Open Delaunay opened 1 month ago
Can you share a few more details around which models you're using, size of dataset, machine type?
Off the very top of my head, not sure what would be going on.
I tried on
torchtune.models.llama3_1.llama3_1_70b
Hey @Delaunay - I looked into this and was able to repro! Unfortunately, still digging into the root cause, but a quick fix is to upgrade your PyTorch version to the nightlies.
pip install --pre torch --index-url https://download.pytorch.org/whl/nightly/
After doing this, training should be fast again:
I think @felipemello1 added some warnings about this in #1733, seems like the fix is to run on PyTorch nightlies here. Given that we have a resolution for this I am gonna close the issue, but @Delaunay if you are not unblocked please feel free to reopen.
I downgraded to 0.2.1
while I wait for pytorch to release a new version, in my case I cannot use nightlies.

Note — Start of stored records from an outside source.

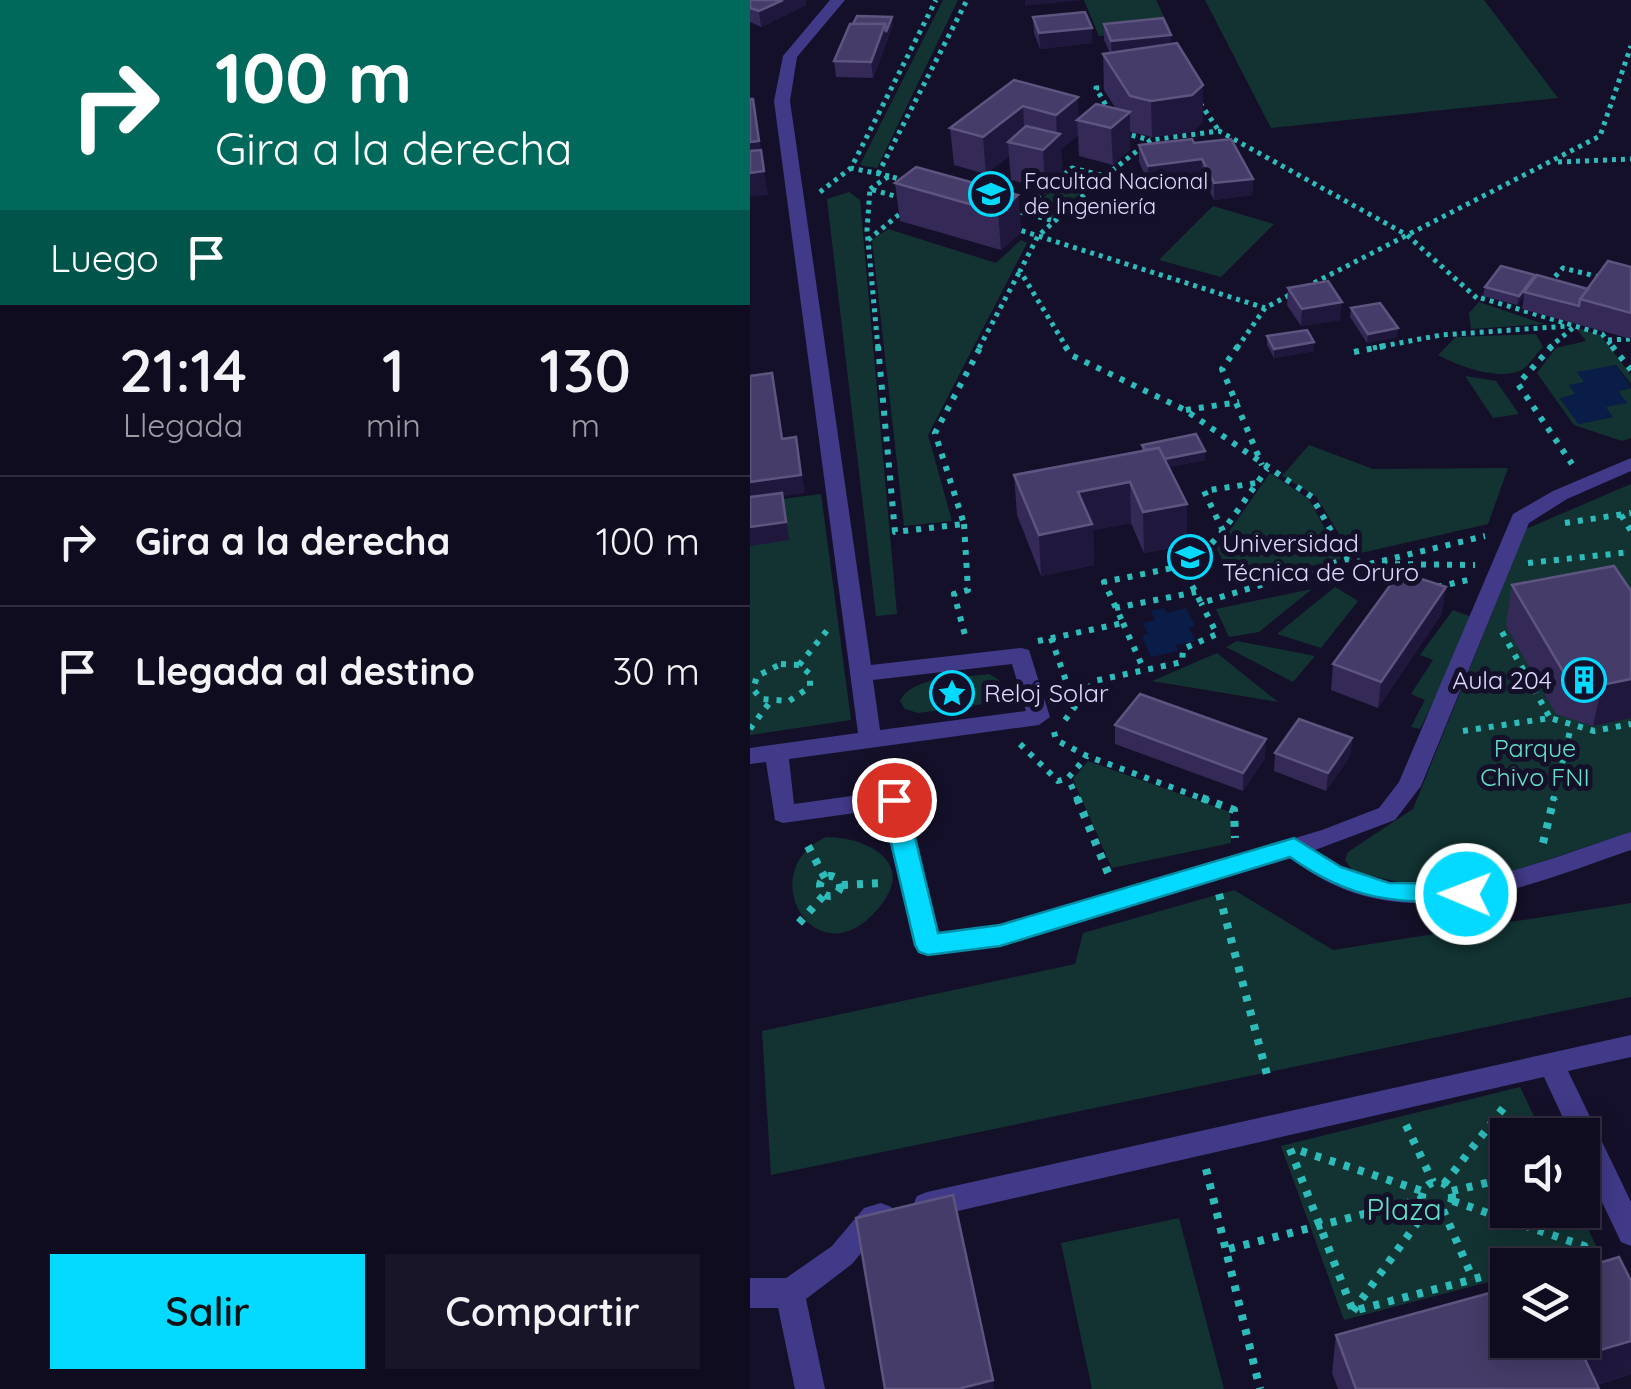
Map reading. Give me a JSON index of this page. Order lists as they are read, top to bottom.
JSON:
{
  "parks": ["Parque Chivo FNI", "Plaza"],
  "places": {
    "school or university": ["Facultad Nacional de Ingeniería", "Universidad Técnica de Oruro"],
    "building": ["Aula 204"],
    "place": ["Reloj Solar"]
  },
  "page": {
    "turn": ["100 m", "Gira a la derecha"],
    "then": "Luego",
    "eta": [
      "21:14",
      "Llegada",
      "1",
      "min",
      "130",
      "m"
    ],
    "list": [
      {
        "name": "Gira a la derecha",
        "value": "100 m"
      },
      {
        "name": "Llegada al destino",
        "value": "30 m"
      }
    ],
    "buttons": ["Salir", "Compartir"]
  }
}
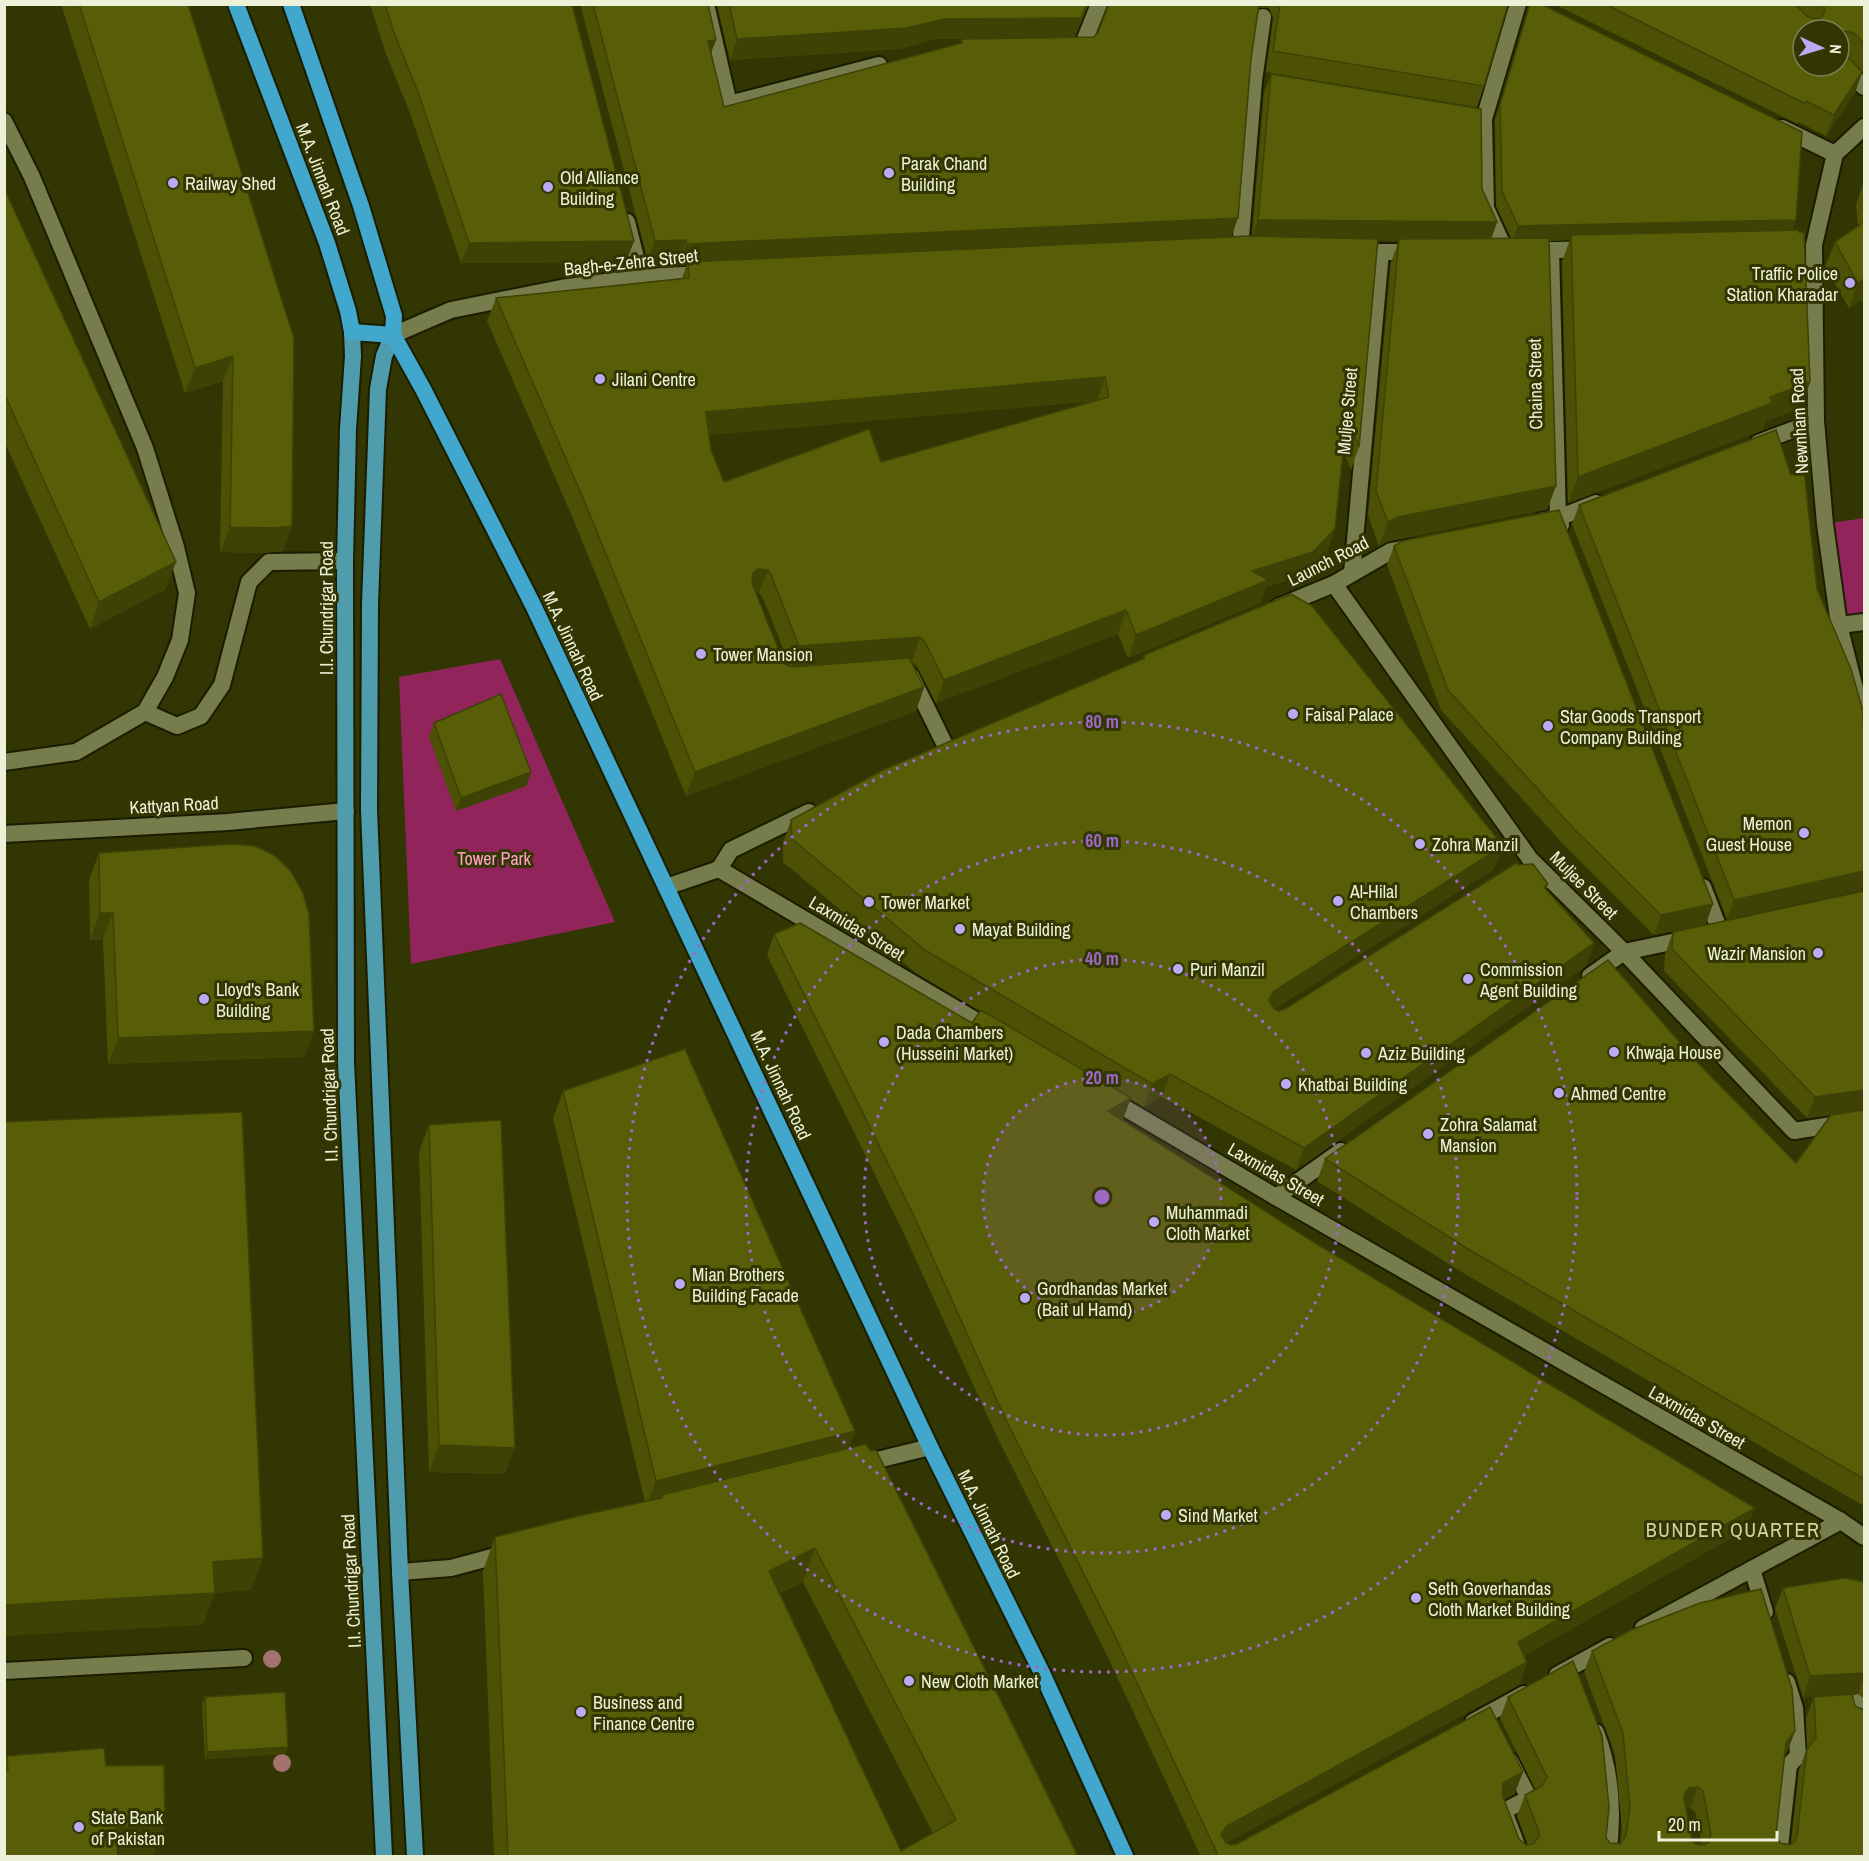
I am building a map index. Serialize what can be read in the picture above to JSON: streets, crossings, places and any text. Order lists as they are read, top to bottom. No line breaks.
{"streets":{"highway":["M.A. Jinnah Road"],"main road":["I.I. Chundrigar Road"],"street":["Bagh-e-Zehra Street","Chaina Street","Muljee Street","Newnham Road","Launch Road","Kattyan Road","Laxmidas Street"]},"crossings":[["M.A. Jinnah Road","Bagh-e-Zehra Street"],["M.A. Jinnah Road","I.I. Chundrigar Road"],["Muljee Street","Launch Road"],["I.I. Chundrigar Road","Kattyan Road"]],"districts":["BUNDER QUARTER"],"parks":["Tower Park"],"places":["Parak Chand Building","Railway Shed","Old Alliance Building","Traffic Police Station Kharadar","Jilani Centre","Tower Mansion","Faisal Palace","Star Goods Transport Company Building","Memon Guest House","Zohra Manzil","Al-Hilal Chambers","Tower Market","Mayat Building","Wazir Mansion","Puri Manzil","Commission Agent Building","Lloyd's Bank Building","Dada Chambers (Husseini Market)","Khwaja House","Aziz Building","Khatbai Building","Ahmed Centre","Zohra Salamat Mansion","Muhammadi Cloth Market","Mian Brothers Building Facade","Gordhandas Market (Bait ul Hamd)","Sind Market","Seth Goverhandas Cloth Market Building","New Cloth Market","Business and Finance Centre","State Bank of Pakistan"],"scale_bar":"20 m","north":"right","rings":["80 m","60 m","40 m","20 m"]}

But if it OOM why did I not see the error being raised ? Is it linked to the CPU offloading where things get moved out to CPU to avoid OOM and it gets super slow but eventually OOM ?
@Delaunay since you can't use the nightlies I'll reopen this. The main change is that between 0.2.1 and 0.3.0 we moved onto FSDP2. Since this is a relatively new feature, it's likely that there have been some optimizations made since 2.4 (I can't pinpoint anything offhand but can dig in further here). Out of curiosity, where is it slow? Is it during training, checkpoint load, or somewhere else? And do you see similar slowdowns when running on smaller models (i.e. ones where we aren't doing CPU offload)?
The recipe full_finetune_distributed Appear to be much slower in v0.3 than v0.2.1
Everything seems to work as usual, but my job that used to work in v0.2.1 time out in v0.3.0.
I don't have much detail yet, but maybe as you are more familiar with the code base you could have an idea already based on what changed recently!